In the field of human-robot interaction, the adeptness of robots at displaying expressive behaviors akin to humans holds pivotal implications for effective communication. Stemming from this notion, the paper proposes an innovative methodology utilizing LLMs to engender expressive robot motions, characterized by adaptability and compositionality. This approach manifests in a system named Generative Expressive Motion (GenEM), which leverages LLMs' vast contextual comprehension to generate nuanced and interpretive expressions on robotic platforms through few-shot prompting and social reasoning.

Prior Work

The discussion of related work reveals that while rule-based and template approaches offer structure to behavior generation, they are often hamstrung by limits to expressivity and adaptability across modalities and human preferences. Conversely, data-driven techniques promise flexibility and adaptive potential but wrestle with efficiency, being tethered to expansive, specialized datasets for each behavioral context. Rooted in these insights, GenEM seeks to eschew such constraints by employing the extensive social context embedded within LLMs, combined with the latter's proficiency in generating motion in response to instructions.

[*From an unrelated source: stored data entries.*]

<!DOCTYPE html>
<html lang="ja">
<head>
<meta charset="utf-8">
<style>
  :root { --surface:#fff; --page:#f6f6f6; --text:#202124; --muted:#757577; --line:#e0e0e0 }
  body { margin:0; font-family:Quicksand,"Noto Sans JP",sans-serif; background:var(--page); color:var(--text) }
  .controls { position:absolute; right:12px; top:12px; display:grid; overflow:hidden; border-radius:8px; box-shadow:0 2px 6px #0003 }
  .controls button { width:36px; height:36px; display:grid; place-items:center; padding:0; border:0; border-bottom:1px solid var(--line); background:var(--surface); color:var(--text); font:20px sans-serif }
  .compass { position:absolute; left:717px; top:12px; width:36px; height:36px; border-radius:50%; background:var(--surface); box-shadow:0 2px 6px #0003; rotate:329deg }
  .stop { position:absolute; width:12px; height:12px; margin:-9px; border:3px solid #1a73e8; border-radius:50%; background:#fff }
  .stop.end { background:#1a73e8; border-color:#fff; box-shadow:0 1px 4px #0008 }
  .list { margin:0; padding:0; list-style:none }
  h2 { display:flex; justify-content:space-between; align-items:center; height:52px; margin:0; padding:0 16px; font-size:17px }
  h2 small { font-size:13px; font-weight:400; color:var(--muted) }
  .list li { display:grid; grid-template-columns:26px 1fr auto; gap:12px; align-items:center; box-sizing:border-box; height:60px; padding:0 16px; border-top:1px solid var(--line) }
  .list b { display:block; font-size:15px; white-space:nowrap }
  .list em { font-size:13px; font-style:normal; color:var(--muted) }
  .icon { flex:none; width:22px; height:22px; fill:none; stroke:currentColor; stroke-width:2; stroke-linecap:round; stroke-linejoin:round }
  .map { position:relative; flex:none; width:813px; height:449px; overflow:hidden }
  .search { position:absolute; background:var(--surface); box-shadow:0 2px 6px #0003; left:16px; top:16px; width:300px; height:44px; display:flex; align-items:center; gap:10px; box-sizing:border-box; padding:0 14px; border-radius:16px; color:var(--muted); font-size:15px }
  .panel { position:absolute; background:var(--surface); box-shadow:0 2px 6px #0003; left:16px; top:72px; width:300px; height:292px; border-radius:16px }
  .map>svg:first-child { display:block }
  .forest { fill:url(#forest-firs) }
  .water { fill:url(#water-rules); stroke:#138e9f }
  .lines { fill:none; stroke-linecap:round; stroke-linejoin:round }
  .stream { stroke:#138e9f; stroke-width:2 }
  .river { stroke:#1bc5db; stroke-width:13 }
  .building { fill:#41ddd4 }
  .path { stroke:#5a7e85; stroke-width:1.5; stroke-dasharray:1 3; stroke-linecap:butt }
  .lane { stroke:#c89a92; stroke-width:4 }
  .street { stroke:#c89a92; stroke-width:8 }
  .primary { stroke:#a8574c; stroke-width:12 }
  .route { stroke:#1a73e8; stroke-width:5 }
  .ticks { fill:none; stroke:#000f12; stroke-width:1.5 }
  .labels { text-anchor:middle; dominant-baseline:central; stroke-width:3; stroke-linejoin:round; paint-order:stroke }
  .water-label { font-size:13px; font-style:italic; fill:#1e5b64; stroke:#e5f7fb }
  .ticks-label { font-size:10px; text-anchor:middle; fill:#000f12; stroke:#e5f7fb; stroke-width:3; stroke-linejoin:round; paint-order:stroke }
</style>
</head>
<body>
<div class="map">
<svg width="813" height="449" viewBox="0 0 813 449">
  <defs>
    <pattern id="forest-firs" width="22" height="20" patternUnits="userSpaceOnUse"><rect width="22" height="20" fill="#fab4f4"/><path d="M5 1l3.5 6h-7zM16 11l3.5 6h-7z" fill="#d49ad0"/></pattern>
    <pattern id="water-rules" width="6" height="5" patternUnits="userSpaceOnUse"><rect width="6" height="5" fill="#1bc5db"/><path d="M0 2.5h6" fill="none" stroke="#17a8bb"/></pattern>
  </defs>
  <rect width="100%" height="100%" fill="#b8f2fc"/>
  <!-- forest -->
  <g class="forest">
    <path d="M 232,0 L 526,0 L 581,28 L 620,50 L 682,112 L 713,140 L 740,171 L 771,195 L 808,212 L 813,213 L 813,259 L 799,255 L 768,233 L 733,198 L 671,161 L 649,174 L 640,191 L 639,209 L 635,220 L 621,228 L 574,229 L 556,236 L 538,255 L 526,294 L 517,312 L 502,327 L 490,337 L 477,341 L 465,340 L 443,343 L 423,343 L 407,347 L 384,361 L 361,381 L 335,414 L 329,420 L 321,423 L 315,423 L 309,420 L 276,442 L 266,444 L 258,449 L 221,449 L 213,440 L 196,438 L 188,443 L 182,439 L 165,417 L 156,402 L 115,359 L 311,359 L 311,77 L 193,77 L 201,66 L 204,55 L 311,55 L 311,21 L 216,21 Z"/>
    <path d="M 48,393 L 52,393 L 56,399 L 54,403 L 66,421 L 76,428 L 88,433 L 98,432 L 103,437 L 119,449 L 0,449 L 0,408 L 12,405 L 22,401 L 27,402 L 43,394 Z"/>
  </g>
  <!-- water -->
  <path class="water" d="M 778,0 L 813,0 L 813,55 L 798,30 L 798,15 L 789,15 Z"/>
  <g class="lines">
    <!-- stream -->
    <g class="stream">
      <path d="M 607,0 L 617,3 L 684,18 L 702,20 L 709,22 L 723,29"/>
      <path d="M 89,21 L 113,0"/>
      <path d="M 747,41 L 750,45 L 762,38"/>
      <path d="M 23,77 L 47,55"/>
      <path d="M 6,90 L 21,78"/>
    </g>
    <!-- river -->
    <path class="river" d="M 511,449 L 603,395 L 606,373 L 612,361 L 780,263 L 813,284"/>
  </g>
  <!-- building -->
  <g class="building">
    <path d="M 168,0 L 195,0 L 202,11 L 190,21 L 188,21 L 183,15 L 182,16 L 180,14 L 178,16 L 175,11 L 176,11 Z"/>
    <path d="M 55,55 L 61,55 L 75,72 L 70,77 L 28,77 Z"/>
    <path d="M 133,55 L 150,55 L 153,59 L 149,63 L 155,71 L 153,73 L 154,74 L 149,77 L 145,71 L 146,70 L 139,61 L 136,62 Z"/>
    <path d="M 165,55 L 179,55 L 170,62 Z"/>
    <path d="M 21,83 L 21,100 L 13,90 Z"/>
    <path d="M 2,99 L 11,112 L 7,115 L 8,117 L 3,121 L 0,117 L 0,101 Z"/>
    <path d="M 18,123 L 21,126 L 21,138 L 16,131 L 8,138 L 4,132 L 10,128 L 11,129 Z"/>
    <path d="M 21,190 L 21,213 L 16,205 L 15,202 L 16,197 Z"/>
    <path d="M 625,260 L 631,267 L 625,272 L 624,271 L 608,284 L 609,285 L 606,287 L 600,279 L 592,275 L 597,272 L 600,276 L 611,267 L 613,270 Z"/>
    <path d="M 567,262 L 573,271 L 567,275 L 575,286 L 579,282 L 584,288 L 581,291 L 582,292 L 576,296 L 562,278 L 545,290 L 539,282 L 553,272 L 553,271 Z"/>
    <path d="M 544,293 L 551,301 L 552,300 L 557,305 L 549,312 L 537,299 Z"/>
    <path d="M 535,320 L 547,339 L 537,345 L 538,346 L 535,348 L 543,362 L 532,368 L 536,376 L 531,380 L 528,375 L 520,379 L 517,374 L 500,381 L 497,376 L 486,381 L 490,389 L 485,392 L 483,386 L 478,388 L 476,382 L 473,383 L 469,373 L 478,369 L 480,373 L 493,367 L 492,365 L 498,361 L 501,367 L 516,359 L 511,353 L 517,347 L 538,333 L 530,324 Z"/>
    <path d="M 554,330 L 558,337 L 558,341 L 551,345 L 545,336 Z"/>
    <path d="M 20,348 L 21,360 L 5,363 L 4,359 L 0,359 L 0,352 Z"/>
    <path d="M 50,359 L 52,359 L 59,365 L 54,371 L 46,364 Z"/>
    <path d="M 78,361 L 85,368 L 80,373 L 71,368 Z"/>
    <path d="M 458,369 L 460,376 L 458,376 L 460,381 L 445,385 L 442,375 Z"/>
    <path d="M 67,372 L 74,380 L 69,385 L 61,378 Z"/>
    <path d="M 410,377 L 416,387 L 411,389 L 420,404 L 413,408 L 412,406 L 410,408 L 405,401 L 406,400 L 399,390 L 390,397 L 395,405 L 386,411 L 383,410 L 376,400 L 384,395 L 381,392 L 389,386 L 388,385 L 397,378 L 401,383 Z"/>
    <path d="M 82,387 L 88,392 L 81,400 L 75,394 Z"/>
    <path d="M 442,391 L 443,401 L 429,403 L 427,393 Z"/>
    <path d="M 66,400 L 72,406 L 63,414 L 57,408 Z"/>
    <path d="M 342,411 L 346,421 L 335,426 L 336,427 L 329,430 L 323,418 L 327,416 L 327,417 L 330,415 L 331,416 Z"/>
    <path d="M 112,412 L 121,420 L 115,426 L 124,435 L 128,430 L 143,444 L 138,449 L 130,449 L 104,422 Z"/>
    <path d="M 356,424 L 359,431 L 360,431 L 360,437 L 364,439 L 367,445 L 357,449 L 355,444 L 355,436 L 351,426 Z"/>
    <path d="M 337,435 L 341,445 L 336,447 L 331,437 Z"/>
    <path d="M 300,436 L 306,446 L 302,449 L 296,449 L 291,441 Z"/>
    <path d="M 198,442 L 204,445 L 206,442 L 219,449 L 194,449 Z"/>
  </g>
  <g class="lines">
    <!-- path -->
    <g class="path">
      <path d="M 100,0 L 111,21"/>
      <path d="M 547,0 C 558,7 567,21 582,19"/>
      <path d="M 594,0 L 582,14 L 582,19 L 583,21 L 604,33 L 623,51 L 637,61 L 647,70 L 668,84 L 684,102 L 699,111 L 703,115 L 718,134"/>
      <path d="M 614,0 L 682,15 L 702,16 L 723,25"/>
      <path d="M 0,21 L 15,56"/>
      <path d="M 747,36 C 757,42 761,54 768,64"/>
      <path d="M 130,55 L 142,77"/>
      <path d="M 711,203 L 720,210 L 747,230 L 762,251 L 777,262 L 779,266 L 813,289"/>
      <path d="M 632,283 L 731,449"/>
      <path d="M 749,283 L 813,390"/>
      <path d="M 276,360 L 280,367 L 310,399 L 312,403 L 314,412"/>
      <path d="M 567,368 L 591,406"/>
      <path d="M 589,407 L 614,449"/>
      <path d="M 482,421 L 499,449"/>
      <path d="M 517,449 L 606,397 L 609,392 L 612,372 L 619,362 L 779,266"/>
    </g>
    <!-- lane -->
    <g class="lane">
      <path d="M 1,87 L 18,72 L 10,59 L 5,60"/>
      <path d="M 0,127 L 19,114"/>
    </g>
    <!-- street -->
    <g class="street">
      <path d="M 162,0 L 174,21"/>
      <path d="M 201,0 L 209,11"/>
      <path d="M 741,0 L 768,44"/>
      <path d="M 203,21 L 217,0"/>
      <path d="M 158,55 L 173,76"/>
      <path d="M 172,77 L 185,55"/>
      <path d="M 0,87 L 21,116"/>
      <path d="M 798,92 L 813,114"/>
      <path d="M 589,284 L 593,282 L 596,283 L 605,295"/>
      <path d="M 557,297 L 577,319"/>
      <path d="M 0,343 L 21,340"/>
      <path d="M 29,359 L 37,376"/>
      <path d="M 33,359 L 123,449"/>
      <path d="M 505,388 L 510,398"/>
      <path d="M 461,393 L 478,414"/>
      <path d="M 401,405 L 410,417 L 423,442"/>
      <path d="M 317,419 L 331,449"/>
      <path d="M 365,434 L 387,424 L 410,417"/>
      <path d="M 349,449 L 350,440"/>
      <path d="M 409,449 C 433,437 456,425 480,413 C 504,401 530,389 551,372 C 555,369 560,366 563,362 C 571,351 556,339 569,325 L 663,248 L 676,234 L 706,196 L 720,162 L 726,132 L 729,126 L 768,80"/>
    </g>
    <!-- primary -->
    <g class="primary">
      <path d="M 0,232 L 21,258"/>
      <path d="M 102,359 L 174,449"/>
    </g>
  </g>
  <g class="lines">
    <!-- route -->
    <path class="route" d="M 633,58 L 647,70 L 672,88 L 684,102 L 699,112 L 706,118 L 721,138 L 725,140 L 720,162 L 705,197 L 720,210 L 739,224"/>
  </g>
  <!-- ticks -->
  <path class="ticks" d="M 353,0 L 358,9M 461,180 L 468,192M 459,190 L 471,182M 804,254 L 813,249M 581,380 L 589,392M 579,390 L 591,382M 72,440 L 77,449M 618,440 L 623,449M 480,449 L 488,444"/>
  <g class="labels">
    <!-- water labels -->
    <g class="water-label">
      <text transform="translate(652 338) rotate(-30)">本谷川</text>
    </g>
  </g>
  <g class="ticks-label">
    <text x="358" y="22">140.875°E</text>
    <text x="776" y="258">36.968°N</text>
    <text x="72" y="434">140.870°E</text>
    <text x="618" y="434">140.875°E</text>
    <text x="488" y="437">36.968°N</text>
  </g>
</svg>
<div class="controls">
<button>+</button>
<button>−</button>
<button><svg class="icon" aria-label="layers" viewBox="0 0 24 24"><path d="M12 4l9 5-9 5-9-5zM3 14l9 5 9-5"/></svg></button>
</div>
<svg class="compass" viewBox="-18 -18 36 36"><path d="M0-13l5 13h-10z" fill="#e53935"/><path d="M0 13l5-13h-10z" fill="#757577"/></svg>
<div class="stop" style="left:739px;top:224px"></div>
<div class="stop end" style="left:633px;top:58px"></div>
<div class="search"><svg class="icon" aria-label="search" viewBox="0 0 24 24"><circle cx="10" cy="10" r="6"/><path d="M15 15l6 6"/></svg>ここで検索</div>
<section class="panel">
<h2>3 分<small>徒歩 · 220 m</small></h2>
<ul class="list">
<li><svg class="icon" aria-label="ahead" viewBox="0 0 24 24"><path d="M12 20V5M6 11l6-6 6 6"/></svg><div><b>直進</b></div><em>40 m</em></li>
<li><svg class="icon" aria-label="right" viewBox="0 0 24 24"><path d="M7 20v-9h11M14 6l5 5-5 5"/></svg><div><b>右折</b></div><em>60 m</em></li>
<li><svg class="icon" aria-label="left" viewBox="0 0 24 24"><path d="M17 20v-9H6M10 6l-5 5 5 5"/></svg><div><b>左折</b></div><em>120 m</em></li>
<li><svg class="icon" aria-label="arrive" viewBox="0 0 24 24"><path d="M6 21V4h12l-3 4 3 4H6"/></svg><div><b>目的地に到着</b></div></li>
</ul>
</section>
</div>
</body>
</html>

Generative Expressive Motion

GenEM's formulation is a multifaceted process. Starting with language instructions encoding the desired behavior or social context, the system employs a chain-of-thought prompting to elucidate human-like expressive motions. Following this, it crafts robot-specific expressive motions using the robot's capabilities within its API landscape. The incremental transformation—from language instructions to robot motion—hinges on successive prompts that marshal various LLM modules. Each module is calibrated for distinct aspects of behavior translation, stratifying the generation process into manageable, logically consecutive stages. One of the system's salient features is its ability to incorporate and adapt to iterative human feedback, continuously refining the expressiveness of robotic behavior.

Empirical Evaluation

The authors executed user studies juxtaposing behaviors crafted by GenEM against those produced by professional animators. Results indicate that GenEM-derived behaviors, especially when enriched with user feedback, received positive user reception, and in certain instances, were favored over the animator-crafted behaviors. Subsequent experiments on a mobile robot and a simulated quadrupedal robot across different tasks corroborated GenEM's efficacy, showcasing that it can yield behaviors that both align with social norms and are modifiable based on user feedback. Further, the experiments articulated GenEM's versatility across robot embodiments, where the skill sets were composable and could be adapted to multiple robot platforms, thereby illustrating GenEM's potential for scalability and broad applicability.

Conclusion

The narrative of the paper culminates by accentuating GenEM's innovative use of LLMs to expedite the creation of social and adaptable robot behaviors. However, it sagely outlines the limitations, including the need for physical interaction studies and a mechanism for learning and adapting to individual user preferences over time. Suggesting pathways for future work, the paper deliberates on the potential of extending behavior generation to multi-turn interactions and a broader action space. The GenEM system stands as an exemplar for how the fusion of robotics and advancements in AI, specifically LLMs, can dramatically shift paradigms in human-robot interaction, potentially heralding a new age in the natural integration of robots within societal fabric.